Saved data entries
>>
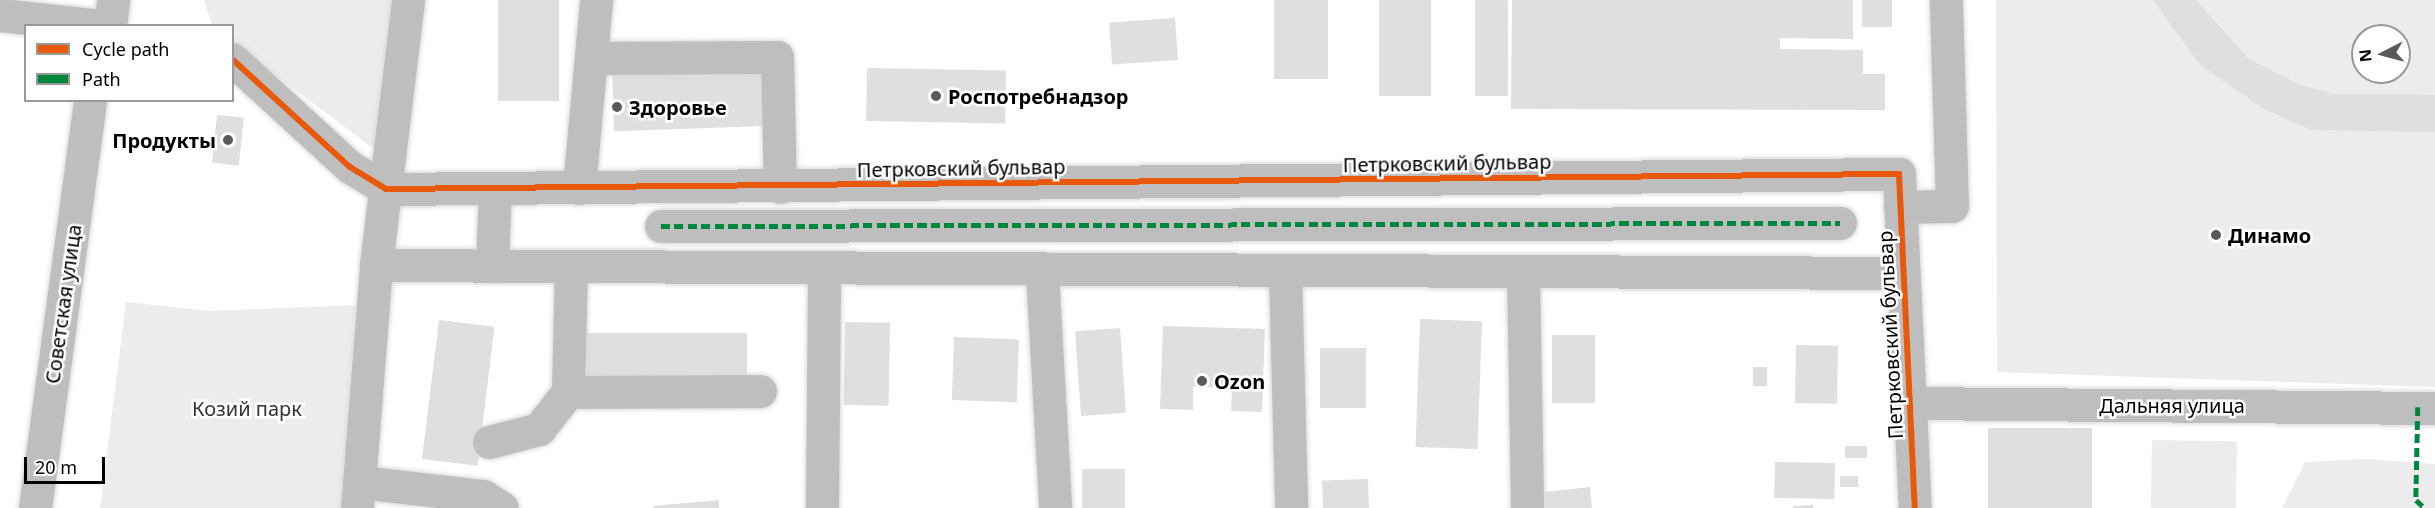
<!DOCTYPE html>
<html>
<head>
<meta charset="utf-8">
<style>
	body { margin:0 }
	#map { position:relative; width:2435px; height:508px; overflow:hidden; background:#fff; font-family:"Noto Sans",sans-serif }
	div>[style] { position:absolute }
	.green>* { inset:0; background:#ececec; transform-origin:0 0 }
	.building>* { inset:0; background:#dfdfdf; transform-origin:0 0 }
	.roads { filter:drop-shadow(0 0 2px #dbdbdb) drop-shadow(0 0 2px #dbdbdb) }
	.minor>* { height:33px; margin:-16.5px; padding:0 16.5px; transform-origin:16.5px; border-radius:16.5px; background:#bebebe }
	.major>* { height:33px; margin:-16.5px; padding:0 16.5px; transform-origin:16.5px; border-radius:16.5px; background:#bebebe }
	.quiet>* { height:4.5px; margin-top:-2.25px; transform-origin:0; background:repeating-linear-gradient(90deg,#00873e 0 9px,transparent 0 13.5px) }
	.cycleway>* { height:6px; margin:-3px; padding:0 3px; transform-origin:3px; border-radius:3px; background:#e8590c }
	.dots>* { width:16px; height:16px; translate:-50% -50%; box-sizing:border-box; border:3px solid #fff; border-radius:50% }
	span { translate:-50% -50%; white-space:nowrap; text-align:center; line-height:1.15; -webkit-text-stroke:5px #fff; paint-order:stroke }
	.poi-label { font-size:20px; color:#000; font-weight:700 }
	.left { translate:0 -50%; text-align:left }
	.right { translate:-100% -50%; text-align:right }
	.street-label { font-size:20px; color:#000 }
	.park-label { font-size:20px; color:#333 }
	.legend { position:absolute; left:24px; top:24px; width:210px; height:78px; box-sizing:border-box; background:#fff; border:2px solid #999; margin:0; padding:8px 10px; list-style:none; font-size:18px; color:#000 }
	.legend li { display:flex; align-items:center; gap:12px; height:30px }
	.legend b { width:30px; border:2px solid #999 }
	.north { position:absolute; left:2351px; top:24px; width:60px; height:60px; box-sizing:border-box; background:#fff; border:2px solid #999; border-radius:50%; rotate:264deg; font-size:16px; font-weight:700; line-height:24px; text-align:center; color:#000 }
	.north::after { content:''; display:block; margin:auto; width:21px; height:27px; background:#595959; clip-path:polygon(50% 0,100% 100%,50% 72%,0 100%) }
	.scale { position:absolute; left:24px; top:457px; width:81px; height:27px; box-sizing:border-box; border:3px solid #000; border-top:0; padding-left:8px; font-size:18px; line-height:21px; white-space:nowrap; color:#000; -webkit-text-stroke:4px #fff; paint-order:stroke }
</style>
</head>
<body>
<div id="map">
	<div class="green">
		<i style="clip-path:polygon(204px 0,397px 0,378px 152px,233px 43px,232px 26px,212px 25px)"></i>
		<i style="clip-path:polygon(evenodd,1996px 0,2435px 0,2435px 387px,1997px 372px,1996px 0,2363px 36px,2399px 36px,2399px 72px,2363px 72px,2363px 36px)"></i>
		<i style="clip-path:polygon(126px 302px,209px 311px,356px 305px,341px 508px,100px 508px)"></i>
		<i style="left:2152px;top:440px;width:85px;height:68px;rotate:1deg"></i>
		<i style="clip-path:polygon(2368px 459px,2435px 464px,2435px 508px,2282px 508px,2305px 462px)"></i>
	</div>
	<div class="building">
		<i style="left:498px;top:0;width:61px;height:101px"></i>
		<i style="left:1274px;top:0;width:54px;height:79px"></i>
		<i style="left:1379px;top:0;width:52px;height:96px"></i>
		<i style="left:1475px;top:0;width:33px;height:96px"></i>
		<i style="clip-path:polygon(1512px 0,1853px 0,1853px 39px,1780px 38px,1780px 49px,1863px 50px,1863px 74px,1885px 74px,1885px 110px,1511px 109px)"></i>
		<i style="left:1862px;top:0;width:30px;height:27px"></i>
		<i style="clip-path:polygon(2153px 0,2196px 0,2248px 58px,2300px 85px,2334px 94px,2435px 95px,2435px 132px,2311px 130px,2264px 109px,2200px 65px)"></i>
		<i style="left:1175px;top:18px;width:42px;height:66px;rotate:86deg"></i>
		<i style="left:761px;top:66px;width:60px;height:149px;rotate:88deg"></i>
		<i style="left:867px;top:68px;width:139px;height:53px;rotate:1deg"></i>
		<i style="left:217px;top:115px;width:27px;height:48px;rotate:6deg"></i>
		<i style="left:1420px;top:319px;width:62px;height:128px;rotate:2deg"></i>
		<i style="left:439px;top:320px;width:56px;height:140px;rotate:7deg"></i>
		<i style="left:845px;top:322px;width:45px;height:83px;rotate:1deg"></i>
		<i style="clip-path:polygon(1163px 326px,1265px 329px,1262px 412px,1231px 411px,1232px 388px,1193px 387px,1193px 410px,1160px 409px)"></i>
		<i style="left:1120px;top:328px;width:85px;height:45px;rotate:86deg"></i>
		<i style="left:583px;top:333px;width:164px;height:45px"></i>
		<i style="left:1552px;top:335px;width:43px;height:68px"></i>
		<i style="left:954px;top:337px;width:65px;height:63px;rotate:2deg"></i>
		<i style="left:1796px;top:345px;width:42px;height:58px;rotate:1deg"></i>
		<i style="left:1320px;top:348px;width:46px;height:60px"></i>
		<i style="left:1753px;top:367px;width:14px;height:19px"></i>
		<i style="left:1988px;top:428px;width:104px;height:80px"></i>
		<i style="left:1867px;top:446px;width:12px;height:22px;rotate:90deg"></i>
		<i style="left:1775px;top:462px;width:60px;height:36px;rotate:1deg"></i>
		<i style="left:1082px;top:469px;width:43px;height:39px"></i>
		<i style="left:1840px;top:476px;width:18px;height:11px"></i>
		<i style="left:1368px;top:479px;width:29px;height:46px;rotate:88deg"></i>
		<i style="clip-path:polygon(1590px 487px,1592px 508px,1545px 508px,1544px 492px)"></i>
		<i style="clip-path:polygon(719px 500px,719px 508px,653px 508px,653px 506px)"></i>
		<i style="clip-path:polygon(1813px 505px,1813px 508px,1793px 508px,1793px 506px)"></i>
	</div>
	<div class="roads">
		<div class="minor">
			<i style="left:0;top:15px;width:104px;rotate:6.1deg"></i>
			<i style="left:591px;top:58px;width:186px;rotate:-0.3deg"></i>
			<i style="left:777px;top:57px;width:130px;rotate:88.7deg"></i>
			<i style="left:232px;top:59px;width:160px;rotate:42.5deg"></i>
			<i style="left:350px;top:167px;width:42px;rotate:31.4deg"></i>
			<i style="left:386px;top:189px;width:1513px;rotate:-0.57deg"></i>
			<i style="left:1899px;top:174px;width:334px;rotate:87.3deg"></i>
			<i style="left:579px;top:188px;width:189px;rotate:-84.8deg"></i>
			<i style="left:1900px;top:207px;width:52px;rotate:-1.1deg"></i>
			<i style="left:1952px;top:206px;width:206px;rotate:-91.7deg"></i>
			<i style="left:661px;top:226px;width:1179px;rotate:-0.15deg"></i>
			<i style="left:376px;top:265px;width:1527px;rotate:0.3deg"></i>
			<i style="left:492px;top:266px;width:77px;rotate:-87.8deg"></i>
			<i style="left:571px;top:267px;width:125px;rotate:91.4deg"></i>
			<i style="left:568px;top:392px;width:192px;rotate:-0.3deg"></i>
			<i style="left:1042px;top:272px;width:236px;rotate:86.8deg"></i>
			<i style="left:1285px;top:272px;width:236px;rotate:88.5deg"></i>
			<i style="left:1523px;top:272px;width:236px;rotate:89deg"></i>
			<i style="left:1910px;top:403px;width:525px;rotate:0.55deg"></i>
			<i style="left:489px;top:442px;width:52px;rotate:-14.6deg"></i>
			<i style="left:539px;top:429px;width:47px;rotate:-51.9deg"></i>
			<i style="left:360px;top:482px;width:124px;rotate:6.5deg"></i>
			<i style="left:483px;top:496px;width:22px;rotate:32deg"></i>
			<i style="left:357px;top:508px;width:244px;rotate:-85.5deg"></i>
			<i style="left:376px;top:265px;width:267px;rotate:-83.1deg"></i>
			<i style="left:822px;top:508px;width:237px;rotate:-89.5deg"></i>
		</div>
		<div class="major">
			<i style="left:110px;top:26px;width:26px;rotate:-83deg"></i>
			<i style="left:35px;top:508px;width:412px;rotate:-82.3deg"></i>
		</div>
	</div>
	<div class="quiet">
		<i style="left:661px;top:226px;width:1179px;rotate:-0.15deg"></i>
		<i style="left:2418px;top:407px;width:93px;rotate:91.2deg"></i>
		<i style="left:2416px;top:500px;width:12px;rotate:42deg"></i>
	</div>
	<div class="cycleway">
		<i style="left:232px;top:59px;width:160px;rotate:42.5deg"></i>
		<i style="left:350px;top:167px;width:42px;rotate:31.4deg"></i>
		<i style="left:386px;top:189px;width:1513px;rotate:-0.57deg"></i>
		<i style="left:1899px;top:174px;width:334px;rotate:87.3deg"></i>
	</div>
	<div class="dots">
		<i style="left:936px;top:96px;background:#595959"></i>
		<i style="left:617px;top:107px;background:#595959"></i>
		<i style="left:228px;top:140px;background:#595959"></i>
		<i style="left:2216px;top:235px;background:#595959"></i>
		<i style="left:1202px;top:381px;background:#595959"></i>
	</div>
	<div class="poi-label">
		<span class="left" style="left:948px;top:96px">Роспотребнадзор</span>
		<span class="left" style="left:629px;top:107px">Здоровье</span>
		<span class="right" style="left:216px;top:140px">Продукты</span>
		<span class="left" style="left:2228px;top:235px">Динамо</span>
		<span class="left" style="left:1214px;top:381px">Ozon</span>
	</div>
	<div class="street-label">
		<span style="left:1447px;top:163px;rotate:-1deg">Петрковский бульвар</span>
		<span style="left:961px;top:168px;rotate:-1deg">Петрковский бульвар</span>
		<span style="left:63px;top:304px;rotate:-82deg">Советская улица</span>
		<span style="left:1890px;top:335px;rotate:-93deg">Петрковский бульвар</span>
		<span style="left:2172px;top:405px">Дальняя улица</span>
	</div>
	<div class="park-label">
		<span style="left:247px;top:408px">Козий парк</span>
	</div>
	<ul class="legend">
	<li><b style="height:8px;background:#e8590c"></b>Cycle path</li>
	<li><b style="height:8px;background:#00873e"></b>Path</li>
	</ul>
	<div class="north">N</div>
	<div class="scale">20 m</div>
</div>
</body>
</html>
<<
>>
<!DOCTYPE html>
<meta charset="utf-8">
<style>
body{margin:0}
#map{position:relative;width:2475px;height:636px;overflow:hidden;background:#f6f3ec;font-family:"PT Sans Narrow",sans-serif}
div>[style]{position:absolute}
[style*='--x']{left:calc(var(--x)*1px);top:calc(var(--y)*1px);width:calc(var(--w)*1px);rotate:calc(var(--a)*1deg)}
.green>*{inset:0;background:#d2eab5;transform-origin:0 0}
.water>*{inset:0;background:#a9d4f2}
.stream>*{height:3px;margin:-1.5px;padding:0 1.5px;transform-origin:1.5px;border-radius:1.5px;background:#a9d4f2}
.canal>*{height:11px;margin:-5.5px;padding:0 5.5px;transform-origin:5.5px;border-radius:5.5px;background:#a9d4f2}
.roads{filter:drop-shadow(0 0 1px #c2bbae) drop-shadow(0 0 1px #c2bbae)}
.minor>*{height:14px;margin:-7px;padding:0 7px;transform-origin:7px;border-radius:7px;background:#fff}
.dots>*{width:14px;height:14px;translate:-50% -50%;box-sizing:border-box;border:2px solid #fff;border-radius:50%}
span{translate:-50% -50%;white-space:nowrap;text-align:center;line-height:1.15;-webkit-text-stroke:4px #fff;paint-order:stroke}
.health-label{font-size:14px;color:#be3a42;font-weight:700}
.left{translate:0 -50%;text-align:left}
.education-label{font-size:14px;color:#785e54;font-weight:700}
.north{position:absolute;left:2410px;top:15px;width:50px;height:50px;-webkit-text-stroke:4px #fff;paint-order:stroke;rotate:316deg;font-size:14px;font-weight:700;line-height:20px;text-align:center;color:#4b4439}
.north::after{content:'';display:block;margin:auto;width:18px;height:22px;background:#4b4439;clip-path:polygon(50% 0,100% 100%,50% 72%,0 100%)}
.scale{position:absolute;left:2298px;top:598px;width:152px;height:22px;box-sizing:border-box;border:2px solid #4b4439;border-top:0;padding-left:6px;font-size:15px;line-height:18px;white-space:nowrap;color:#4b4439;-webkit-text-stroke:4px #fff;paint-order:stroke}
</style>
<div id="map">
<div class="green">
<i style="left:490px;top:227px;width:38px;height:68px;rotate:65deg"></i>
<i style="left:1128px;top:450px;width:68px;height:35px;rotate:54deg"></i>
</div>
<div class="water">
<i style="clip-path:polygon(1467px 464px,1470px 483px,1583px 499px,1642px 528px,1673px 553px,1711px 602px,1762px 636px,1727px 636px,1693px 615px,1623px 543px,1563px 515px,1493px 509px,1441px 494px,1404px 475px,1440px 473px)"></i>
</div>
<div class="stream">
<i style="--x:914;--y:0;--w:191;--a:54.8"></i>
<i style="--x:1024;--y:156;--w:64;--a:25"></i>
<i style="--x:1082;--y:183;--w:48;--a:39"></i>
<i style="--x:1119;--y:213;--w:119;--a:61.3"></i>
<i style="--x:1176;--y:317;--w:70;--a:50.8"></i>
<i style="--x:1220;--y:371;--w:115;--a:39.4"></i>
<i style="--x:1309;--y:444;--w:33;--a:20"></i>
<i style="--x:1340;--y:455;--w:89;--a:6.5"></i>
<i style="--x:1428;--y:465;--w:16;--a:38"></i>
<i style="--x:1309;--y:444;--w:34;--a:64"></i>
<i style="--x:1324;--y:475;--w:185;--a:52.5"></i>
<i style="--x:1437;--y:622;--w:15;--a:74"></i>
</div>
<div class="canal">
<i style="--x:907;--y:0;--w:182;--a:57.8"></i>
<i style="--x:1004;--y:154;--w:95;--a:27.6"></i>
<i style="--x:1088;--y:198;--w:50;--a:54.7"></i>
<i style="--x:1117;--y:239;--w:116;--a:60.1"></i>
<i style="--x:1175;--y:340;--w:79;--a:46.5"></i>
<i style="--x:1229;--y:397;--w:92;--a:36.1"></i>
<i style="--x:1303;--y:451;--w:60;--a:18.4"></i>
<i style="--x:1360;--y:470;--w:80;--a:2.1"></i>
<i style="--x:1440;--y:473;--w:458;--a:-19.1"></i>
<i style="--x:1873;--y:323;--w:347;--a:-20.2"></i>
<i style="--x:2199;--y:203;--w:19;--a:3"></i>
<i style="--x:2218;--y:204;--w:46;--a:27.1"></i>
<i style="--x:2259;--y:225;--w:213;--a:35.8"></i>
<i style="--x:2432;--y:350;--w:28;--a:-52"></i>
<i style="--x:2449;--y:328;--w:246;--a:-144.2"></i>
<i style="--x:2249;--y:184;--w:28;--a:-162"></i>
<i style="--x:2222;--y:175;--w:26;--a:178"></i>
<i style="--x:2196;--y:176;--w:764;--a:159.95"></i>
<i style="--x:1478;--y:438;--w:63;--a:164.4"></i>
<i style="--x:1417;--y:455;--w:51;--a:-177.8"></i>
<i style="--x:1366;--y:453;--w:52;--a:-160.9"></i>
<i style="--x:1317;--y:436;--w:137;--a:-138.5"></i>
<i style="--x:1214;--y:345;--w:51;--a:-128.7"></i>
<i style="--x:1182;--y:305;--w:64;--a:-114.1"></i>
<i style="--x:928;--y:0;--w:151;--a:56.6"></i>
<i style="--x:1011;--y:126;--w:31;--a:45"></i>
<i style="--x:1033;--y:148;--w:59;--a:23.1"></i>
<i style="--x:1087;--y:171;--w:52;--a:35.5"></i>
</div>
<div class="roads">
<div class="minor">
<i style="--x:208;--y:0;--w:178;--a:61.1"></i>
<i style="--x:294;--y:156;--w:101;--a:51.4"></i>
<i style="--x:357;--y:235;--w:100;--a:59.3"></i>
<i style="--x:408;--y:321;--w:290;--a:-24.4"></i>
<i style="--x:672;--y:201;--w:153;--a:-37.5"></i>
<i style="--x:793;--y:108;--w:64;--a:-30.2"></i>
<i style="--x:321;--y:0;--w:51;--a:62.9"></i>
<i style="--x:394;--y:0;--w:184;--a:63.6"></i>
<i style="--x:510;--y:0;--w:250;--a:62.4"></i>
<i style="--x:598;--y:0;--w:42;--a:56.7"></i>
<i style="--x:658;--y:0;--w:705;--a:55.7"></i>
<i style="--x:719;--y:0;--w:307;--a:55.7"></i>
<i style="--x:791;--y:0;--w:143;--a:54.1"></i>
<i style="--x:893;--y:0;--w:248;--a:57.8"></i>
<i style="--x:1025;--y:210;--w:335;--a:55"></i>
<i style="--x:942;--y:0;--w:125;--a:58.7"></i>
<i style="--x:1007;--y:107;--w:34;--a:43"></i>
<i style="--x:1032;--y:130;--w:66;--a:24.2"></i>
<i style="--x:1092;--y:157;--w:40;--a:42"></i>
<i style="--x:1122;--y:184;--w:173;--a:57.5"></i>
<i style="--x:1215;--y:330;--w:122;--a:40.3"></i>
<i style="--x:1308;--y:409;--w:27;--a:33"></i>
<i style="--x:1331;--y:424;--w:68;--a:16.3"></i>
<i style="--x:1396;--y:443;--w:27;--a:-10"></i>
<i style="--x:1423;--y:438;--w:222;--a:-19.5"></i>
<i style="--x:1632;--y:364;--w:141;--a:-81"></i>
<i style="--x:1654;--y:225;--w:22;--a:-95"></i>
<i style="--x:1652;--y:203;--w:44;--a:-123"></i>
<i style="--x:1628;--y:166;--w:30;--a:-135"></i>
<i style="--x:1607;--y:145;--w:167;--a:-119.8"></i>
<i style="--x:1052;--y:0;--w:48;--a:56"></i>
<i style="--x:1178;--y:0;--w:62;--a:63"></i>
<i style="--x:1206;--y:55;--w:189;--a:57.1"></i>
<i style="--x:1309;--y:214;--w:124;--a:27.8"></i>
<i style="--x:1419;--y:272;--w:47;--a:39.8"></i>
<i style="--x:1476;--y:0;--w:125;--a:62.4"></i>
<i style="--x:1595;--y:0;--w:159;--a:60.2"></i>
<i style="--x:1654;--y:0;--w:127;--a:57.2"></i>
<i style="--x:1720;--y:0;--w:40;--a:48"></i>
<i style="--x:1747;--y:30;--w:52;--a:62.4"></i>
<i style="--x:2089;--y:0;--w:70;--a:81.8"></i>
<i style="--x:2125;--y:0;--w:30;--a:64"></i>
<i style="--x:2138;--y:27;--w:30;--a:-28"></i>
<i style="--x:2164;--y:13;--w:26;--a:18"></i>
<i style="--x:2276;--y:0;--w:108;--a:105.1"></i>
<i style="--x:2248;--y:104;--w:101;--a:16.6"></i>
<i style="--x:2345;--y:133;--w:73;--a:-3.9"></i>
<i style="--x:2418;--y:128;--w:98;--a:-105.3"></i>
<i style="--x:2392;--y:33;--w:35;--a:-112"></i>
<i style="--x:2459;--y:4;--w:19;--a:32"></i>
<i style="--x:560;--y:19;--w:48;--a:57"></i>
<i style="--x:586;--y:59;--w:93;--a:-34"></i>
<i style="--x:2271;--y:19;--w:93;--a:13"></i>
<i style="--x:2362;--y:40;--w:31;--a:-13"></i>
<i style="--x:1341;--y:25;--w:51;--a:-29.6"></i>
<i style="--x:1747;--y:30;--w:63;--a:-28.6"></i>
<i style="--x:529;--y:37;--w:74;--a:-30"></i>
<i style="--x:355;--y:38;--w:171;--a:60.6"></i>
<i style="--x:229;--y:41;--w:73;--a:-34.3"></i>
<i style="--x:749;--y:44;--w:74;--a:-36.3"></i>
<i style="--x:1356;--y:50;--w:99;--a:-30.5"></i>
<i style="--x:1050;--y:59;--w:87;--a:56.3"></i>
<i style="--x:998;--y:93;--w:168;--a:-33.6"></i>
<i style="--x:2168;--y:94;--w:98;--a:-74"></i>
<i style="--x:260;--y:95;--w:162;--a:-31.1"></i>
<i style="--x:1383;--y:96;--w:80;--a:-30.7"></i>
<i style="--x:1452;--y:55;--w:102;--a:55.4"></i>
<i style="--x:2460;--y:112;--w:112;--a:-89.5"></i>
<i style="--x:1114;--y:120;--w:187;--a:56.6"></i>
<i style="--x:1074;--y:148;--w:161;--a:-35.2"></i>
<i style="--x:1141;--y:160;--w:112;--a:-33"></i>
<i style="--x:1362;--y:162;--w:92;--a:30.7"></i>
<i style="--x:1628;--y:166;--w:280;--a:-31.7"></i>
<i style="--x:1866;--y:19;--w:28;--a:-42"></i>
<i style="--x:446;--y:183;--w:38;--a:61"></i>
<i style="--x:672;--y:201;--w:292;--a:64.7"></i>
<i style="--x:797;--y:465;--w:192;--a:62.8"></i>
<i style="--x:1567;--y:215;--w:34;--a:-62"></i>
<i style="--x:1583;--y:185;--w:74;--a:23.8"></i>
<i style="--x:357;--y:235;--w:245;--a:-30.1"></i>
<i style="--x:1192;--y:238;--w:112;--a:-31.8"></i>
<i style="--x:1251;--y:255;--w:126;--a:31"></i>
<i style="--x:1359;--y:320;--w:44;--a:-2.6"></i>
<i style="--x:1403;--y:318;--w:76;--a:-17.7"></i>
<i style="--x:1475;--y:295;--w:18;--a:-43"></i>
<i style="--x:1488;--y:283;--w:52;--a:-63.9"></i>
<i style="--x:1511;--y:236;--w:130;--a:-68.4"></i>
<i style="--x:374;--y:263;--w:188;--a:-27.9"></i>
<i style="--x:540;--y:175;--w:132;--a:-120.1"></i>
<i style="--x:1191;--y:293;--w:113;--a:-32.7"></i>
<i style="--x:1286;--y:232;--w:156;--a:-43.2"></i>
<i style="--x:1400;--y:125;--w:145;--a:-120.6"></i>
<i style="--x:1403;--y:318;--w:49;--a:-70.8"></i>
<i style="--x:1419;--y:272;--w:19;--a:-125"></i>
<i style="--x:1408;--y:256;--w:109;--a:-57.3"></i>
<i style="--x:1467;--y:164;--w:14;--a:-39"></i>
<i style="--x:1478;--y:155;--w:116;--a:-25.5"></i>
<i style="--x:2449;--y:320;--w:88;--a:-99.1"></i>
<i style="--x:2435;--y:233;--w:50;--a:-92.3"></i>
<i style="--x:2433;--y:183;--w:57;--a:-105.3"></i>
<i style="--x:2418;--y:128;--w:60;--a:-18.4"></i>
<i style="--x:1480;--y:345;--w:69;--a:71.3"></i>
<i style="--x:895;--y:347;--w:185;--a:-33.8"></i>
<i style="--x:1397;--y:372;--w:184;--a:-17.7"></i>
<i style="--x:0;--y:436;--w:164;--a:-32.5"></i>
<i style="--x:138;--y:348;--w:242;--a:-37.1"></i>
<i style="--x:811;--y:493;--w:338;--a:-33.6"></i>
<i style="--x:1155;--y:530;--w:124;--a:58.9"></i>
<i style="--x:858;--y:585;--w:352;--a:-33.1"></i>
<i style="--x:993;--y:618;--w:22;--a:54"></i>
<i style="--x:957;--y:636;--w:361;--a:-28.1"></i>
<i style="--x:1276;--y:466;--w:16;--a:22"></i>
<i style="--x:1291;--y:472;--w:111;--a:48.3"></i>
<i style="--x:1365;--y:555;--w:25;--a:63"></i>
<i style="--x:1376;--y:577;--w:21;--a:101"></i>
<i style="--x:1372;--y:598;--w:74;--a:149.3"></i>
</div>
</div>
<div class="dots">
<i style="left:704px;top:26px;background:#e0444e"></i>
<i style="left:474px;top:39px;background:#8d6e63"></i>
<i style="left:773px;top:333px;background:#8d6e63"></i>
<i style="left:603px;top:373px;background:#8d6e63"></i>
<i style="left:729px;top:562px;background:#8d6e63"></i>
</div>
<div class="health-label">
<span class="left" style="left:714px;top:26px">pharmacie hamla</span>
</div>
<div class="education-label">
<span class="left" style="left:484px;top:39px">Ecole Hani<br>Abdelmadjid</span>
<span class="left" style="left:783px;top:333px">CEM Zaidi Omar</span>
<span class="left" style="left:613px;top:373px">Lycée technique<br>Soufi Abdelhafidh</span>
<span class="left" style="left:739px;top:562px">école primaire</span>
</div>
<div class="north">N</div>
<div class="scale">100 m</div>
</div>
<<
REQUIRED WORK: Of the lines above, retype only those from the line containing "font-size:20px; color:#000; font-weight:700" through the line containing "display:flex; align-items:center; gap:12px;", including both, exactly.

OUTPUT BELOW:
	.poi-label { font-size:20px; color:#000; font-weight:700 }
	.left { translate:0 -50%; text-align:left }
	.right { translate:-100% -50%; text-align:right }
	.street-label { font-size:20px; color:#000 }
	.park-label { font-size:20px; color:#333 }
	.legend { position:absolute; left:24px; top:24px; width:210px; height:78px; box-sizing:border-box; background:#fff; border:2px solid #999; margin:0; padding:8px 10px; list-style:none; font-size:18px; color:#000 }
	.legend li { display:flex; align-items:center; gap:12px; height:30px }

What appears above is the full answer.